--- Task brief ---
The answer is a number and nothing else: the count of lines in these entries containing the word "list".
++++++++++++++++++++
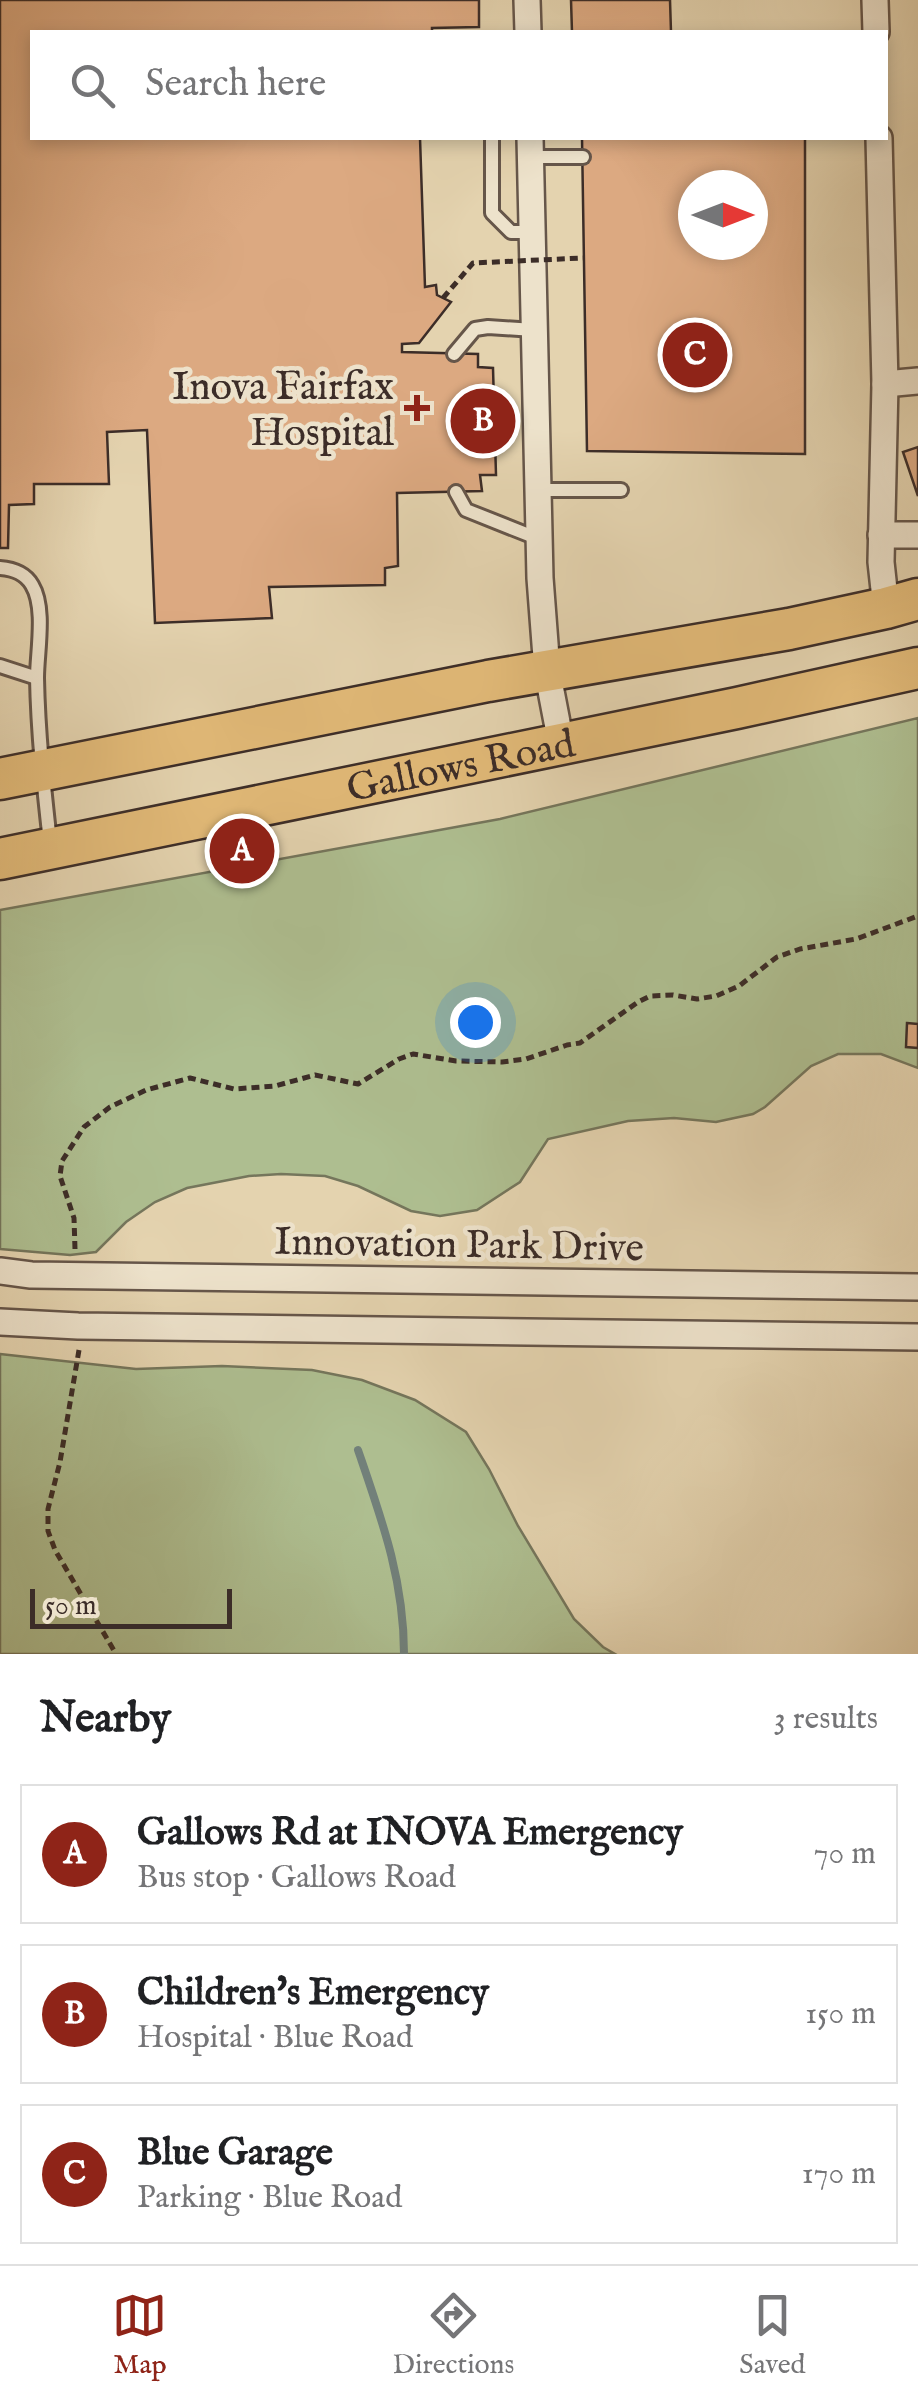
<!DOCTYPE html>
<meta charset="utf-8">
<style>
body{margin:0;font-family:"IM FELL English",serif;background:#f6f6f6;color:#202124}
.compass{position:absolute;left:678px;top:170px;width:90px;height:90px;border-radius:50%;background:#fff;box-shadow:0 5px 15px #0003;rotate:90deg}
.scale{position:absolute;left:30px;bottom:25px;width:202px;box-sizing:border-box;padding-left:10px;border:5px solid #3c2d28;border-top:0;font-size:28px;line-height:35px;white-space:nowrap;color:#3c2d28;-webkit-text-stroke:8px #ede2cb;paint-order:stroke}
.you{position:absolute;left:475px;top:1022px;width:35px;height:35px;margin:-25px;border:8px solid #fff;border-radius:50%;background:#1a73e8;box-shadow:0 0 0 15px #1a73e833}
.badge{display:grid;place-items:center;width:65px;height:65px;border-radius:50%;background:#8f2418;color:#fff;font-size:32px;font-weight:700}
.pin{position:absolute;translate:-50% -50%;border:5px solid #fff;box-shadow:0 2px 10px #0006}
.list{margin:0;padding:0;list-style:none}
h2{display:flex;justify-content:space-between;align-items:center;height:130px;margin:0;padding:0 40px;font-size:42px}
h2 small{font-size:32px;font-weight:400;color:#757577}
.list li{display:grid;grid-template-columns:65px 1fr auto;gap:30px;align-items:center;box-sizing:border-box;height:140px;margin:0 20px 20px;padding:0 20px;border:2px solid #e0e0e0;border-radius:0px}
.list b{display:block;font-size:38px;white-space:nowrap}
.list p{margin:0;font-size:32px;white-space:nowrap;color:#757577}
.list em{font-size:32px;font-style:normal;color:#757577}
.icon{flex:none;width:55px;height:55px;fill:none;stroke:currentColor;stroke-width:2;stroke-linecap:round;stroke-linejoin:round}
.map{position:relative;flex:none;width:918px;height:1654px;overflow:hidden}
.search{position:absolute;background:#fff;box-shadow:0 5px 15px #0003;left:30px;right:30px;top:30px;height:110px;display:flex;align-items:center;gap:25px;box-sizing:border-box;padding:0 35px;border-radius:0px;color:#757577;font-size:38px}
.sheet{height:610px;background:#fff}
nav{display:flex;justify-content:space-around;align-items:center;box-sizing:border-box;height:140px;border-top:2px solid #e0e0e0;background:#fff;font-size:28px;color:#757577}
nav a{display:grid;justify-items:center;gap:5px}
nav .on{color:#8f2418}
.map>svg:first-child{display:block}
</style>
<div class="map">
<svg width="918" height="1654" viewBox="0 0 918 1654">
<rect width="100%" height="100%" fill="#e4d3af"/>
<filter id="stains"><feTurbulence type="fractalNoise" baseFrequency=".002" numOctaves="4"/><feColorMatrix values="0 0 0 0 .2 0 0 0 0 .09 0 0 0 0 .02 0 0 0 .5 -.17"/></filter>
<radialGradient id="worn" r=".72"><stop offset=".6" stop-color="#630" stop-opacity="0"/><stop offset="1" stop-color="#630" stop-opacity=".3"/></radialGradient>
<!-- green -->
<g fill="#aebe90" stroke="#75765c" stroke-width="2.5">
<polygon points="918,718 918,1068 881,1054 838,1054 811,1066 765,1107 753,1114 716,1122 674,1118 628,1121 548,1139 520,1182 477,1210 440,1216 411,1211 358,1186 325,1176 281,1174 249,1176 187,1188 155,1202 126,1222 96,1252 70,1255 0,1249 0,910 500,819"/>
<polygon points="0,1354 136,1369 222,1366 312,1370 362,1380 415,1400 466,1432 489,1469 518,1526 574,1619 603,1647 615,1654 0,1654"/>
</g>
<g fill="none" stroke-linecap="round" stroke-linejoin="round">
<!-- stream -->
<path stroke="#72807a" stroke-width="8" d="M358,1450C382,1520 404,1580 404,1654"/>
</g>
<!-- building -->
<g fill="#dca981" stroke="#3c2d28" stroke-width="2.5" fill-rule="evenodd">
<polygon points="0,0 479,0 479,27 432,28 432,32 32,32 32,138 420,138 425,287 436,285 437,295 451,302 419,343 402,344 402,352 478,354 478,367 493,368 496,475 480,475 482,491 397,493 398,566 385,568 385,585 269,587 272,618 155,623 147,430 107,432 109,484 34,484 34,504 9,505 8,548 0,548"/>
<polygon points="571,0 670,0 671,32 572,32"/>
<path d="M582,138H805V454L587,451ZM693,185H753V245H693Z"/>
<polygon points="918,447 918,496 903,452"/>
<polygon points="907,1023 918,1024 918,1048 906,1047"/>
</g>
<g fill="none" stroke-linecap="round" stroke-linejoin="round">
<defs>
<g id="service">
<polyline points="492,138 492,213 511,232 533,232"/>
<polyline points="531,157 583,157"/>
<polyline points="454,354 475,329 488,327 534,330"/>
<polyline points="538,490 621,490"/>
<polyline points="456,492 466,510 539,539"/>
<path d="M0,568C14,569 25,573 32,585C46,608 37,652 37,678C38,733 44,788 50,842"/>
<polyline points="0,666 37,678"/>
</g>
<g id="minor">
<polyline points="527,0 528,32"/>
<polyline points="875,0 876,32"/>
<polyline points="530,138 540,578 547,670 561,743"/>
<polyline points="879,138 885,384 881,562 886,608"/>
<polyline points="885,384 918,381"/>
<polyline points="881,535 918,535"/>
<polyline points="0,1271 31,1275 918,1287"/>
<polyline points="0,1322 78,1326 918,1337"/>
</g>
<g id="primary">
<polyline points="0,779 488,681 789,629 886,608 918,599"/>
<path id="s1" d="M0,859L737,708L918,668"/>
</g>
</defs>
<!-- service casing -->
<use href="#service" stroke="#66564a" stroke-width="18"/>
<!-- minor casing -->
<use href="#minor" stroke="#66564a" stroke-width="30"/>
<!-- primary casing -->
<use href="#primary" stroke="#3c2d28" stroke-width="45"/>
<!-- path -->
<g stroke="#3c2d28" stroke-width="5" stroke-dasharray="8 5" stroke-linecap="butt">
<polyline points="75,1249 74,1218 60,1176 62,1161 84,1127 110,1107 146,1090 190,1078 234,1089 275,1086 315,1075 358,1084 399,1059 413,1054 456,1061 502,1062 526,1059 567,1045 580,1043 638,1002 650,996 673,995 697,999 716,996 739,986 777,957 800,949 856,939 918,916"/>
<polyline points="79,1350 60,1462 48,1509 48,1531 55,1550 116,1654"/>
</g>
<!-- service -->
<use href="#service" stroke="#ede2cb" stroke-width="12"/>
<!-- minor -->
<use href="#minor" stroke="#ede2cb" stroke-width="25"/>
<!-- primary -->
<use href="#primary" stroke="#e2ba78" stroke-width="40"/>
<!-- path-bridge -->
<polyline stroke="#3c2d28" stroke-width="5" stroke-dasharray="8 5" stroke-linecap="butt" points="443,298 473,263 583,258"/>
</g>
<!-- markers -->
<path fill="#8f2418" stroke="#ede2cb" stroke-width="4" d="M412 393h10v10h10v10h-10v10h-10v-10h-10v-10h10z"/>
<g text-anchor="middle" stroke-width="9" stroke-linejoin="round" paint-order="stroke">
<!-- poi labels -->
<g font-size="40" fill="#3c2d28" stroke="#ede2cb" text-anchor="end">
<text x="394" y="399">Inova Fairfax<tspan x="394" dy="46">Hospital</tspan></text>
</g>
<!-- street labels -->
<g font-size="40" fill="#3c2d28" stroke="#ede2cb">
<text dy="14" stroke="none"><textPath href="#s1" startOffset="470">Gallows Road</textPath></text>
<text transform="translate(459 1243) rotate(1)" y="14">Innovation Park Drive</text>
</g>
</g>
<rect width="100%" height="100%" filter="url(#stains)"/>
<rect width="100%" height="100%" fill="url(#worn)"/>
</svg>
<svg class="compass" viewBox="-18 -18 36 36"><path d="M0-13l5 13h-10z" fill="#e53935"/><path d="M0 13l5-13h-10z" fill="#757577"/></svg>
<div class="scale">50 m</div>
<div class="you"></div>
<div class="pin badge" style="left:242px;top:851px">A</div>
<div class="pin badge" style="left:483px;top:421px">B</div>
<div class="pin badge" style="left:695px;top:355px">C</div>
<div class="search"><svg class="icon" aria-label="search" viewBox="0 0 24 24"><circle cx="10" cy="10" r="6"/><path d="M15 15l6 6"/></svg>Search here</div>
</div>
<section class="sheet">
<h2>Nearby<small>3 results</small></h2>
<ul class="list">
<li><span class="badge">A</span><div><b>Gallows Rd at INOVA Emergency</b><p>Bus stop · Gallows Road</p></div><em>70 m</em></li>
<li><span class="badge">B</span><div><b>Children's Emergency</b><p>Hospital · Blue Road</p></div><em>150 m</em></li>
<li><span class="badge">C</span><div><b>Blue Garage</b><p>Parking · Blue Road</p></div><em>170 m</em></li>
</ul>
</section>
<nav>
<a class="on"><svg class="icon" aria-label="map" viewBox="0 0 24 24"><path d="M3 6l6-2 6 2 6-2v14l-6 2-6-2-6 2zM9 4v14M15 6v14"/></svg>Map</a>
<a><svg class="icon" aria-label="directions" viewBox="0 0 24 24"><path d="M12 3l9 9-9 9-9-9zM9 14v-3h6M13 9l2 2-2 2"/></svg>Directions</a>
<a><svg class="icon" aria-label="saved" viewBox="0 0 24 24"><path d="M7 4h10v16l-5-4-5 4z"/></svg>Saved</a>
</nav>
++++++++++++++++++++
--- Exercise response ---
6